Interestingly enough, given my recent posts on Palestinian poet Ghassan Zaqtan’s unexplained non-visa to the US, this morning’s New York Times has a good piece on the problem. First paras below:
U.S. Visa Rules Deprive Stages of Performers
By LARRY ROHTER
Published: April 11, 2012
Everything seemed set for the American debut last month of Pitingo, the rising young flamenco singing star: the Grand Ballroom at Manhattan Center had been booked, tickets and program prepared, a publicity budget spent, nonrefundable airline tickets purchased. But when he went to the United States Embassy in Madrid to pick up his visa, he learned that his name was on the “no fly” list.
Embassy officials knew that Pitingo, whose real name is Antonio Manuel Álvarez Vélez, is not a terrorist, and that the real target was someone else who shared his very common name. But procedures are procedures, and by the time the confusion was sorted out it was too late for Pitingo to fly to New York, and his concert had to be canceled. His management and the concert promoters incurred losses of nearly $25,000.

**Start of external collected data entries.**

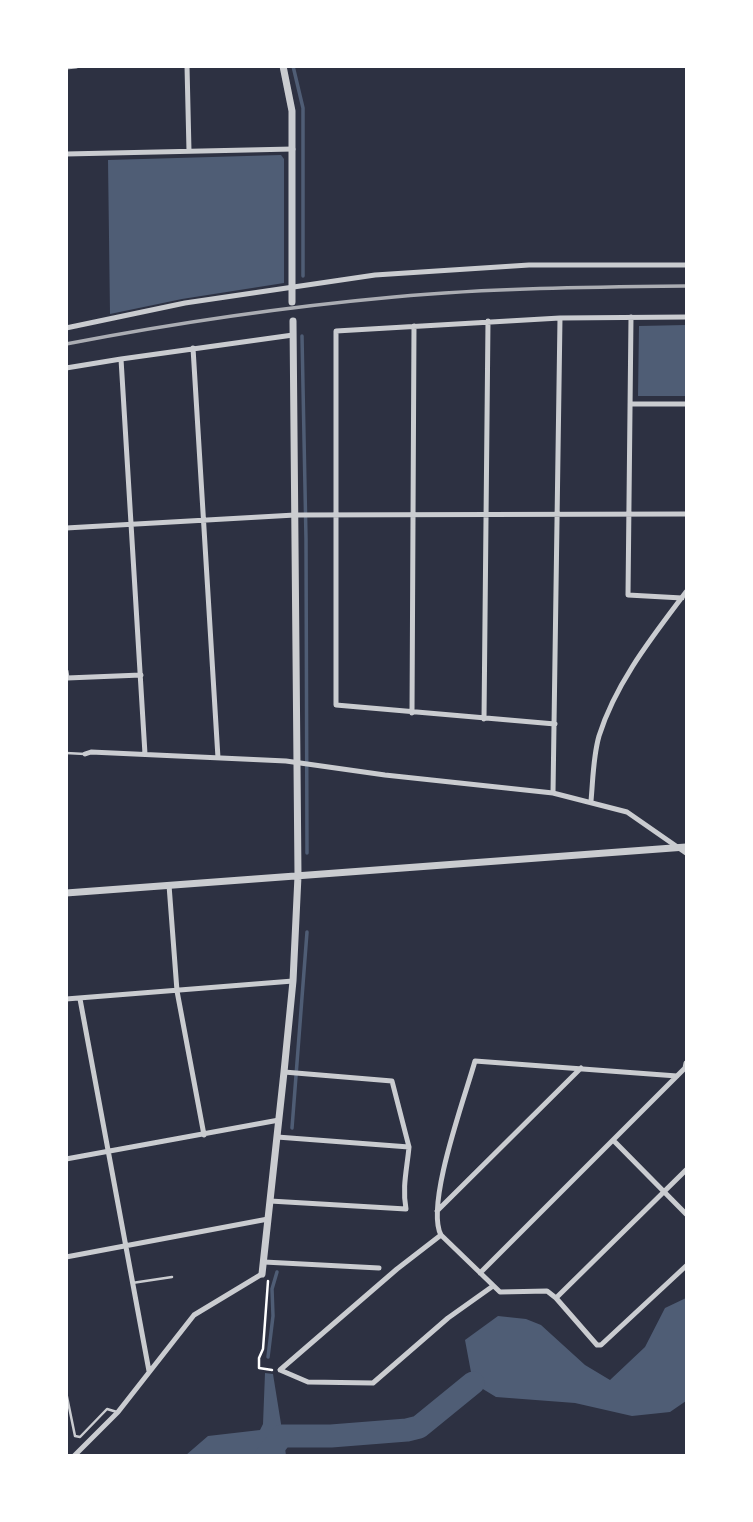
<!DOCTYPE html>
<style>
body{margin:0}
#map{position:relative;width:753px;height:1522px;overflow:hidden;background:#2d3142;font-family:Ubuntu,sans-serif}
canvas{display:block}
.frame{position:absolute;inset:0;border:68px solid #fff;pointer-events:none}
</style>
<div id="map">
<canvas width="753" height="1522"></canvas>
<div class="frame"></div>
</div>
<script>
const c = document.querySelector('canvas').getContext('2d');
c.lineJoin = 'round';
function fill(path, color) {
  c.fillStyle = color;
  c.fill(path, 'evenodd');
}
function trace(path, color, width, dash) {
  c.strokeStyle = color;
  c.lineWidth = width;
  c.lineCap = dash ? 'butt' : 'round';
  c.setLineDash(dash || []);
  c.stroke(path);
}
const water = new Path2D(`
 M281,155L284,159V283L182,299L110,314L108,160Z
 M686,325V396H638L639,326Z
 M686,1298V1401L670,1412L632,1416L575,1403L496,1397L473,1383L465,1340L498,1316L526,1319L541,1325L585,1365L610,1380L645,1347L665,1308Z
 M265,1373L273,1374L286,1455H186L208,1436L260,1430L263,1424Z`);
const stream = new Path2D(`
 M293,66L303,108V276
 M302,336L306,539L307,853
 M292,1128L307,932
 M268,1357L273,1316L272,1289L277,1272`);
const river = new Path2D(`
 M266,1456L282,1436H331L407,1430L419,1427L473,1383`);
const path = new Path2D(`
 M268,1281L263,1349L259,1358V1368L272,1370`);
const service = new Path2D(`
 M66,753L85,754
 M132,1283L172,1277
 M66,1392L75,1436L80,1437L107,1409L117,1412`);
const minor = new Path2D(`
 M187,66L189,151
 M66,67L76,66
 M66,154L293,149
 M631,317L628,595L682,598
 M66,328L185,303L375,275L529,265H686
 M193,348L218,758
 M121,359L293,335
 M66,368L121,359L145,754
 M630,404H686
 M66,528L295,515L686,514
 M66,671L67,678L141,675
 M412,713L414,326
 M484,719L488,321
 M555,724L336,705V331L560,318L686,317
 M85,754L91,752L286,761L385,775L553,793L627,812L686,853
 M553,793L560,318
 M591,801C593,780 593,757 599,736C616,682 653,636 686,592
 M169,885L177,991L204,1135
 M66,999L293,981
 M80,999L149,1371
 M284,1072L392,1081L409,1147
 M677,1076L475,1061C465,1097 425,1205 441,1235L500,1292L547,1291L556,1298L597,1345H601L686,1266
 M613,1140L686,1214
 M66,1159L279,1120
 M270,1201L406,1209C402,1187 407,1169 409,1147L277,1137
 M437,1211L581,1068
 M441,1235L397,1269L280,1370L308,1382L373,1383L448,1318L493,1286
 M66,1257L268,1219
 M264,1262L379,1268
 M480,1273L685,1068L686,1063
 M556,1298L686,1170
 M74,1456L118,1412L194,1315L262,1274`);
const tertiary = new Path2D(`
 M283,66L292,111V302
 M66,893L686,847
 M262,1274L284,1072L293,981L298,876L293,321`);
const rail = new Path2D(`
 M66,344C175,323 284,307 394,297C491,288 589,287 686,286`);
fill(water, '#4f5d75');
trace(stream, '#4f5d75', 3.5);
trace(river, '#4f5d75', 23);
trace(path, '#fff', 2.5);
trace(service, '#caccd0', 2.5);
trace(minor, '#caccd0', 5);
trace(tertiary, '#caccd0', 7);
trace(rail, '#abadb3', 3.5);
</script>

The case of Mr. Álvarez is not an isolated one. In the decade since the attacks on the twin towers, American visa procedures for foreign artists and performers have grown increasingly labyrinthine, expensive and arbitrary, arts presenters and immigration lawyers say, making the system a serious impediment to cultural exchanges with the rest of the world.
Some foreign performers and ensembles, like the Hallé orchestra from Britain, have decided that it is no longer worth their while to play in the United States. Others have been turned down flat, including a pair of bands invited to perform at the South by Southwest festival in Austin, Tex., last month, or have ended up canceling performances because of processing delays, as was the case last month with the Tantehorse theater troupe from the Czech Republic, which was booked to perform in suburban Washington.
Overall, according to Homeland Security Department records, requests for the standard foreign performer’s visa declined by almost 25 percent between 2006 and 2010, the most recent fiscal year for which statistics are available. During the same period the number of these visa petitions rejected, though small in absolute numbers, rose by more than two-thirds.